The Latest on the federal criminal case against a Nevada rancher accused of leading 2014 armed standoff against U.S. land management agents (all times local):

10:08 a.m.

Criminal charges have been dismissed against a Nevada rancher and his sons accused of leading an armed uprising against federal authorities.

Chief U.S. District Judge Gloria Navarro ruled Monday in Las Vegas that federal prosecutors acted with willful disregard for constitutional due process rights of 71-year-old Cliven Bundy, sons Ryan and Ammon Bundy, and Montana militia leader Ryan Payne.

The judge last month declared a mistrial after a month of proceedings for the same reasons.

Navarro severely criticized prosecutors for failing to properly turn over evidence to their lawyers.

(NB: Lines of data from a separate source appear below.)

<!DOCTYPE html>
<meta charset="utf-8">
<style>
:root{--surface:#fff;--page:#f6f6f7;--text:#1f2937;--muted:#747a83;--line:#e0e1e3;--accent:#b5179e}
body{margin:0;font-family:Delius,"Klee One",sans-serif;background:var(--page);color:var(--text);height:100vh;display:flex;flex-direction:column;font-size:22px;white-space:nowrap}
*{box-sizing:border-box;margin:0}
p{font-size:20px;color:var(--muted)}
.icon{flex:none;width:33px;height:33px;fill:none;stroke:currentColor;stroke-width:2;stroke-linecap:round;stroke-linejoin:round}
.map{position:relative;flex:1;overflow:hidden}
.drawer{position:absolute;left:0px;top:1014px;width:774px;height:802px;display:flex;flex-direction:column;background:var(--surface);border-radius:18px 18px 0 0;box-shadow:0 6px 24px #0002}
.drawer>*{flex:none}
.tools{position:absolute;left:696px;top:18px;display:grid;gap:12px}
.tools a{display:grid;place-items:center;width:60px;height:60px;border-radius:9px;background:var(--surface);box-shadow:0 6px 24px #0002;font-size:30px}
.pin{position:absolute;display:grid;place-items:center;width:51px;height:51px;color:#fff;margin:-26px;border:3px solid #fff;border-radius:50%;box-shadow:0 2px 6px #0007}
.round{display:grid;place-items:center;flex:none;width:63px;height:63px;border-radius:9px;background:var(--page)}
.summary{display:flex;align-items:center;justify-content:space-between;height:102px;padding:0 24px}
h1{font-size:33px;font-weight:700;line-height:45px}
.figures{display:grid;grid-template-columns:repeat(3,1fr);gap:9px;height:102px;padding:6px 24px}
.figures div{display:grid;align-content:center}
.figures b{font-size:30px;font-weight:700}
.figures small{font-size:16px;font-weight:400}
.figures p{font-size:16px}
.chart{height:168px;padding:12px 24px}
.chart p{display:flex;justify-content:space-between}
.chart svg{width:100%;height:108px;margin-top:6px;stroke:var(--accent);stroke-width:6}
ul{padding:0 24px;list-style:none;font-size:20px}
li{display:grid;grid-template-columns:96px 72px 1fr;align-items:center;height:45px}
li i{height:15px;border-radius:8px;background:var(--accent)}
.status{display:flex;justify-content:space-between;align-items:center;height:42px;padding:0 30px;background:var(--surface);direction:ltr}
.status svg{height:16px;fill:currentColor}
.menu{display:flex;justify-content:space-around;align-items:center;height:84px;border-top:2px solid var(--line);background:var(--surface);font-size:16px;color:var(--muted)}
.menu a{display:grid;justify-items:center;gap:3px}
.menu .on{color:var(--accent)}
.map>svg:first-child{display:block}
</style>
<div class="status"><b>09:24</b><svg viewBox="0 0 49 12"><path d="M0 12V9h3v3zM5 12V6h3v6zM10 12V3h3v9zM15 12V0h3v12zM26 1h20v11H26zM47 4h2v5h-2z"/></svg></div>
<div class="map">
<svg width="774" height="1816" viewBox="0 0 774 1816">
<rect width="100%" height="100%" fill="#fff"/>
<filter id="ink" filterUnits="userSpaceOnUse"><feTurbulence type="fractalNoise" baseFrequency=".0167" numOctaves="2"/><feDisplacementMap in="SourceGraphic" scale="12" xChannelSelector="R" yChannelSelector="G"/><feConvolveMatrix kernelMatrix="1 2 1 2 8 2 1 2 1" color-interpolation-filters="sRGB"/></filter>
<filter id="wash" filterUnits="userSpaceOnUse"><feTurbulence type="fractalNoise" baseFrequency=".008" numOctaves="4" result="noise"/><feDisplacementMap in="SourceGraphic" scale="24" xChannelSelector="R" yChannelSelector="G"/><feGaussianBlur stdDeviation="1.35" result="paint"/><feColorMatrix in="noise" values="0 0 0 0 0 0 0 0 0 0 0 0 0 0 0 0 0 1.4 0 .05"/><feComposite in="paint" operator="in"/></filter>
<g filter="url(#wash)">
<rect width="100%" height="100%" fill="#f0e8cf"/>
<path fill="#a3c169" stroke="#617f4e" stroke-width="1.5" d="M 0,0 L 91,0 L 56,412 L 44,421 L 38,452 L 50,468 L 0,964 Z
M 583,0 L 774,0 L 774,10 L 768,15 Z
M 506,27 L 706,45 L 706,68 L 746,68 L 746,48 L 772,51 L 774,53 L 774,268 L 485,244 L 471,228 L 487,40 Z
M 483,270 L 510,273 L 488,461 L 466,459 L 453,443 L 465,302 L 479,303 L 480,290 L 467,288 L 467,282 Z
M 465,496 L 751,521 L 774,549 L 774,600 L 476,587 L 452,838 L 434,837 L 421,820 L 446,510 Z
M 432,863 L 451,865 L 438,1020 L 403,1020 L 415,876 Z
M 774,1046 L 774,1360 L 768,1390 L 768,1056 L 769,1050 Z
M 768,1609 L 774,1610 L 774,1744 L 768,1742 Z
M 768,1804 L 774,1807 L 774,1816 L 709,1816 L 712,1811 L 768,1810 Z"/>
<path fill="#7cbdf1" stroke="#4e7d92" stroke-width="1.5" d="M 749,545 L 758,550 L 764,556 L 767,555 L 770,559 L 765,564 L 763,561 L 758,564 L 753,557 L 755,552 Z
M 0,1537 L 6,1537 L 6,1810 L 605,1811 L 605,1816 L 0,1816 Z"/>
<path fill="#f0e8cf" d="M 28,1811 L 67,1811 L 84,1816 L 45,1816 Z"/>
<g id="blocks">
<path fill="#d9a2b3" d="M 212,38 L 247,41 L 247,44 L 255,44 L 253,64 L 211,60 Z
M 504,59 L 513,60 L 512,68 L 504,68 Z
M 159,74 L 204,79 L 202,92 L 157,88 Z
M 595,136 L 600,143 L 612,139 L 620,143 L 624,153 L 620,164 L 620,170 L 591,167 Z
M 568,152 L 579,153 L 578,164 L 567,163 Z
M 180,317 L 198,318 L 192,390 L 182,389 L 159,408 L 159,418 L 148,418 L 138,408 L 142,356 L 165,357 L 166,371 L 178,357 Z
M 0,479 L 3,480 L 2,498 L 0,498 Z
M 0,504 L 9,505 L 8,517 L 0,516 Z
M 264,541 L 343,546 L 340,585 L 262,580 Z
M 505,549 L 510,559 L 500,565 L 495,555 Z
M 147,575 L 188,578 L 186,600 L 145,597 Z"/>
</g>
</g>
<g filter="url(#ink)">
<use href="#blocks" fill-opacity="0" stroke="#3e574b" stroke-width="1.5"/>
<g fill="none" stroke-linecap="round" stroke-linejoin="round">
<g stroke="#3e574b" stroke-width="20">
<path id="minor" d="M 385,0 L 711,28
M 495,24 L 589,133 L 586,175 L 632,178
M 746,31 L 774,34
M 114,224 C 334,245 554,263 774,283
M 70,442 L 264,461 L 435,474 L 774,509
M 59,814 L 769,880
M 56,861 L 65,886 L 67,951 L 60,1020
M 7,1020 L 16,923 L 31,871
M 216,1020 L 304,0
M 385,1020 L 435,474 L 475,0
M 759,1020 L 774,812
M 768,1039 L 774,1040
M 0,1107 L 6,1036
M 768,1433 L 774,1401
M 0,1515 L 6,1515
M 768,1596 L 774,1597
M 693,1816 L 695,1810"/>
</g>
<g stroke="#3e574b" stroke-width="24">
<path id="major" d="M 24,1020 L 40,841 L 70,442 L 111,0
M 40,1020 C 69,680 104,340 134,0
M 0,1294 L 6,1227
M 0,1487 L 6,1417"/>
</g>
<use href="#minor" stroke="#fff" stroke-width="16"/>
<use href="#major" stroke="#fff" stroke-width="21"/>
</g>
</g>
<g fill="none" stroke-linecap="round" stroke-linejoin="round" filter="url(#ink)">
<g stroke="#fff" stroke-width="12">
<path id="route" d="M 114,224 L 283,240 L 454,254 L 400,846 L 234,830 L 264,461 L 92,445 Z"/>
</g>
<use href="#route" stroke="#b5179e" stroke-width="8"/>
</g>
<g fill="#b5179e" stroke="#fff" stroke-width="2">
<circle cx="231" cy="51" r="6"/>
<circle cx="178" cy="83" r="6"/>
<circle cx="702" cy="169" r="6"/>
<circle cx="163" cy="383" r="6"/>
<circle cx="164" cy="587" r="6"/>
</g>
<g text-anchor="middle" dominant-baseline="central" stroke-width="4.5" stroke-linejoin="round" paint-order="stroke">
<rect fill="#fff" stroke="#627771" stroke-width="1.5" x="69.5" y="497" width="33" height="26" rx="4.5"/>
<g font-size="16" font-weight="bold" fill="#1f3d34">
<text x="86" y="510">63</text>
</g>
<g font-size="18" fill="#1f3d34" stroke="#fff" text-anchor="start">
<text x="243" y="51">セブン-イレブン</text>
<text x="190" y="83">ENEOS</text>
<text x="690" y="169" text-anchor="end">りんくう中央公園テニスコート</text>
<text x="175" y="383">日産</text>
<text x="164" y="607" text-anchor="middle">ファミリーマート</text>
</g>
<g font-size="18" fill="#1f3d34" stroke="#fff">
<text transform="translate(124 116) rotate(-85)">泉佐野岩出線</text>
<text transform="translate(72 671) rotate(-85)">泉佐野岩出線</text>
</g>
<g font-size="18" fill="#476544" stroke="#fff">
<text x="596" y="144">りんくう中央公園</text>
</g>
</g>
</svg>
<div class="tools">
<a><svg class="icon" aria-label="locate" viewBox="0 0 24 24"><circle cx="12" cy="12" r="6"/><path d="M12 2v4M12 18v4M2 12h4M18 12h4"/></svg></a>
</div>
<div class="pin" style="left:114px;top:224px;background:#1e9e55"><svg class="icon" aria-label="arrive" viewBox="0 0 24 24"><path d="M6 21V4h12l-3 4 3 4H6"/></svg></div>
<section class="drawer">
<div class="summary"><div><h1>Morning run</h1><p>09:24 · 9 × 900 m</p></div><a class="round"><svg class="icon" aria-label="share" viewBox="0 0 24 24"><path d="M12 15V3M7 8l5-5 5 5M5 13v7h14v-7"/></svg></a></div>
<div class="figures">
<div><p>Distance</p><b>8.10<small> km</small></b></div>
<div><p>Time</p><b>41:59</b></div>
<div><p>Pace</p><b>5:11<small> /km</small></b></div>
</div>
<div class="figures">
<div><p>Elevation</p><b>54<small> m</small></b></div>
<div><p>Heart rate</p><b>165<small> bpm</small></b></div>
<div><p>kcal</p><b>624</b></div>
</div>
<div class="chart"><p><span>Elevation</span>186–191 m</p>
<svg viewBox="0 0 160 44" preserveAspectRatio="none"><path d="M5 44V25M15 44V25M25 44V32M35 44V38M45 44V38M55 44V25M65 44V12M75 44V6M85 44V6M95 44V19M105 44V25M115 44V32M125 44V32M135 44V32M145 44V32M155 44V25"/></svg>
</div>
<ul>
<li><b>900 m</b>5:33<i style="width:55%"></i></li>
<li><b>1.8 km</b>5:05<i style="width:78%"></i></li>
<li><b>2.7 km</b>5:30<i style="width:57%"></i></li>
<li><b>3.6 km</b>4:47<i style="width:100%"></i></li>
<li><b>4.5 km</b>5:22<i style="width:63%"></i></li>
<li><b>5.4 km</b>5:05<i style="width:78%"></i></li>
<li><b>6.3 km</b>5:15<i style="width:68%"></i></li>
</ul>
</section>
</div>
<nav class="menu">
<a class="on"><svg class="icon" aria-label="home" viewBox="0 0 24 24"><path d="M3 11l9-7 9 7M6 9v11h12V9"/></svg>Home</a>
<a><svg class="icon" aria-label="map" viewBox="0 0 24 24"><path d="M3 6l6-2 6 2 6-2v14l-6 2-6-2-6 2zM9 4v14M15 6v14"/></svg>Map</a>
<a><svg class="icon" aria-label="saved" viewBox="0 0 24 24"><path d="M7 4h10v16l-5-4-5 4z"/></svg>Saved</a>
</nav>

The collapse of the case is a stunning failure for the U.S. attorney's office in Nevada, where 19 co-defendants were indicted in early 2016 on charges including conspiracy, obstruction and threats and assault of federal agents in the April 2014 standoff outside Bunkerville.

8 a.m.

A decision is due in Las Vegas whether to end the criminal prosecution of a Nevada rancher and followers accused of leading an armed uprising against federal authorities.

Chief U.S. District Judge Gloria Navarro's ruling on Monday comes after she declared a mistrial last month in proceedings against 71-year-old Cliven Bundy, sons Ryan and Ammon Bundy, and Montana militia leader Ryan Payne.

The judge signaled at that time that she might dismiss the case outright.

Navarro severely criticized prosecutors for what she called "willful" violations of due process rights of defendants, including failing to properly turn over evidence to their lawyers.

Her decision is sure to reverberate among states' rights advocates in the Western U.S., where the federal government controls vast lands that some people want to protect and others want used for grazing, mining and oil and gas drilling.